Выше мы говорили о том, что образы изначально множественны. А теперь скажем больше: они априорно социальны. Они социальны в том смысле, что постулируют связанность тех, кого сами же и проявляют. Если вообще допустимо говорить о субъекте образа, то всякий раз это общность. Коллективы чувствующие, грезящие, те, что замешаны на образах. Что замешаны в этих самых образах. Это род связности, который ускользает от анализа, и вместе с тем подобная связность является основополагающей. (Но не в смысле опоры на некое основание, как оговорился бы Нанси.) Без этой связности мы не можем помыслить себе ни жизнь в постиндустриальную эпоху, ни власть «общества зрелища», ни тем более свободу от него. Более того, только сейчас мы приходим к такому осознанию.

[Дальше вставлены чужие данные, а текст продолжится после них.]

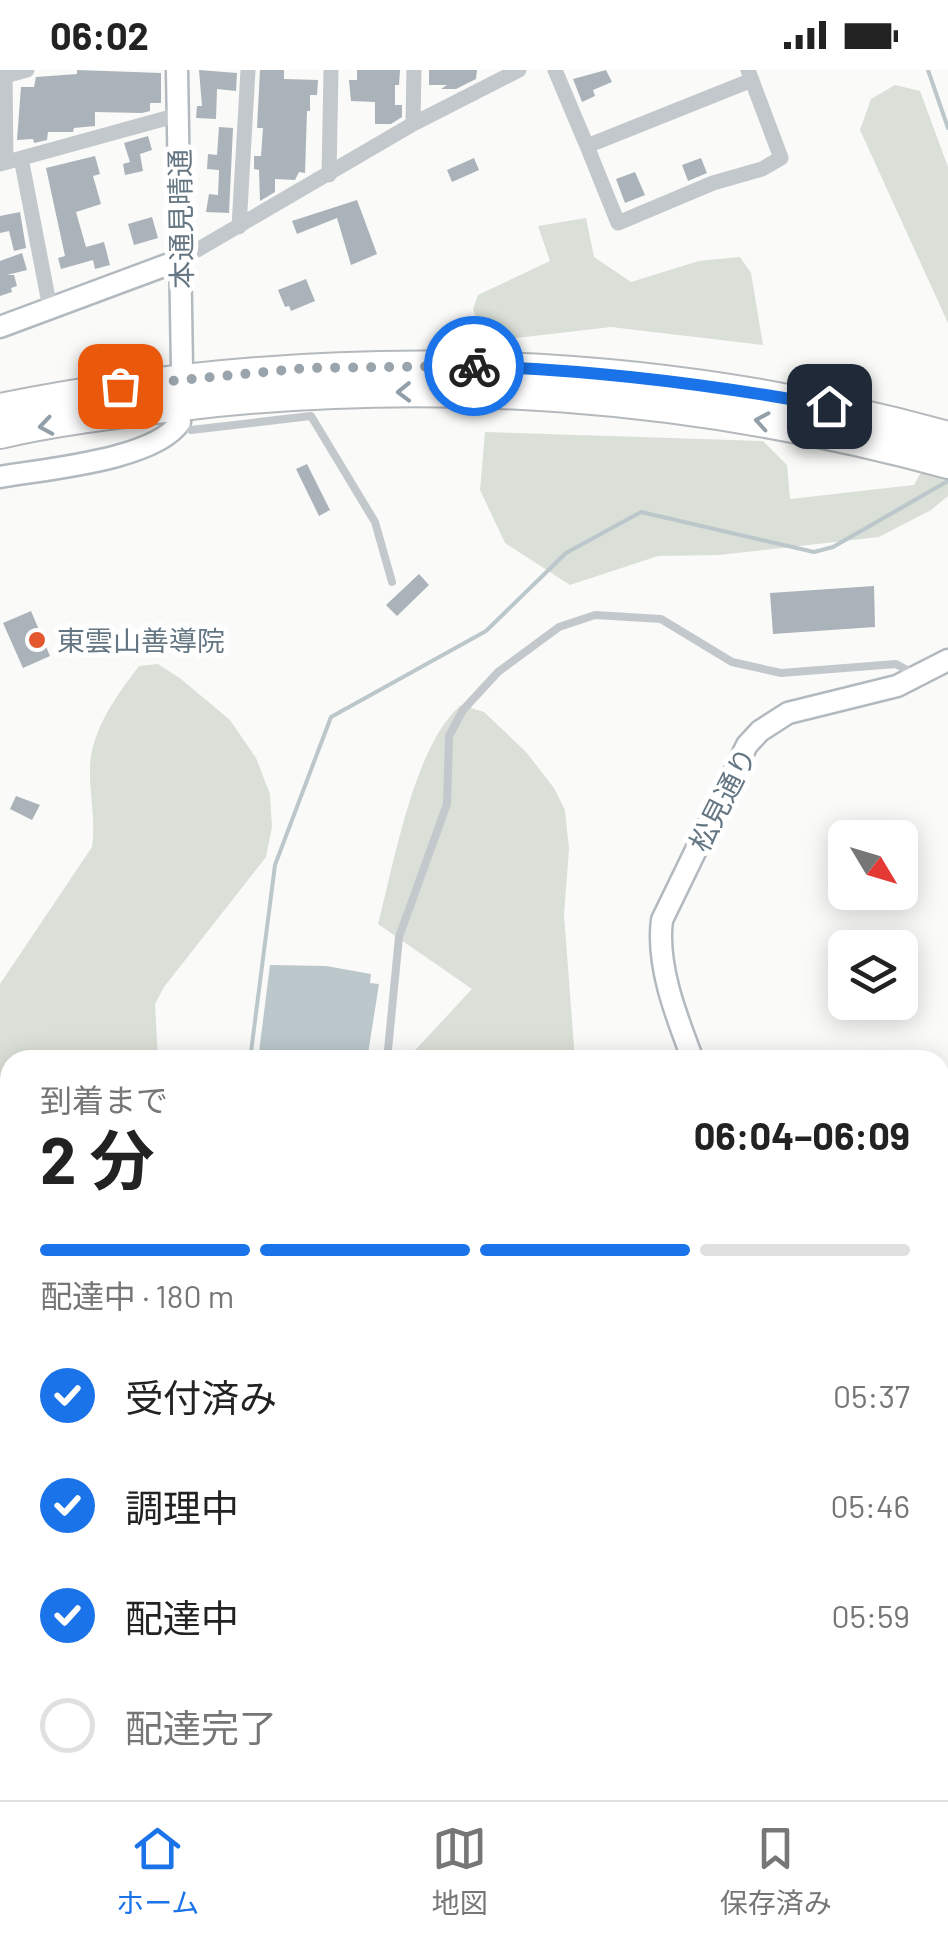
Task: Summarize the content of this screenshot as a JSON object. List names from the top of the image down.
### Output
{
  "streets": {
    "street": ["本通見晴通", "松見通り"]
  },
  "places": ["東雲山善導院"],
  "north": "bottom right",
  "page": {
    "status": "06:02",
    "heading": ["2 分", "到着まで", "06:04–06:09"],
    "bar": "配達中 · 180 m",
    "list": [
      ["受付済み", "05:37"],
      ["調理中", "05:46"],
      ["配達中", "05:59"],
      "配達完了"
    ],
    "tabs": ["ホーム", "地図", "保存済み"]
  }
}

Если бы нам пришлось определять задачу для исследований визуального, мы могли бы ограничиться следующей короткой формулой: необходимо изучать «образ — историю — аффект» в их открытости тому, что мы небезосновательно считаем нашим временем. Может быть, именно такая констелляция и делает образ — а вместе с ним невидимое — значимым для нас. Ведь перечисленные категории уравнены хотя бы в том, что не замыкают пространства значений: образ как другое самого изображения, а значит, несовпадение последнего с самим собой; история как пристанище аффективной жизни сообществ. Есть целые поколения, чьим уделом по разным причинам стало забвение. Как вызволить их из навязанного им небытия, из на этот раз зловещей анонимности? Как можно помнить не помня? Оказывается, сами забытые поколения возвращают эту память в виде следов. Только это не следы наподобие археологических раскопок, не случайно уцелевшие фрагменты материальной жизни. Это образы: они настигают нас из прошлого, они дарят память о том, чего мы никогда не знали. Дарят нам себя. Здесь нет ничего загадочного или мистического. Образ проявляется сполна тогда, когда прежние поколения возрождаются благодаря аффективной жизни ныне существующих сообществ. Повторим и подчеркнем: образ — это встреча.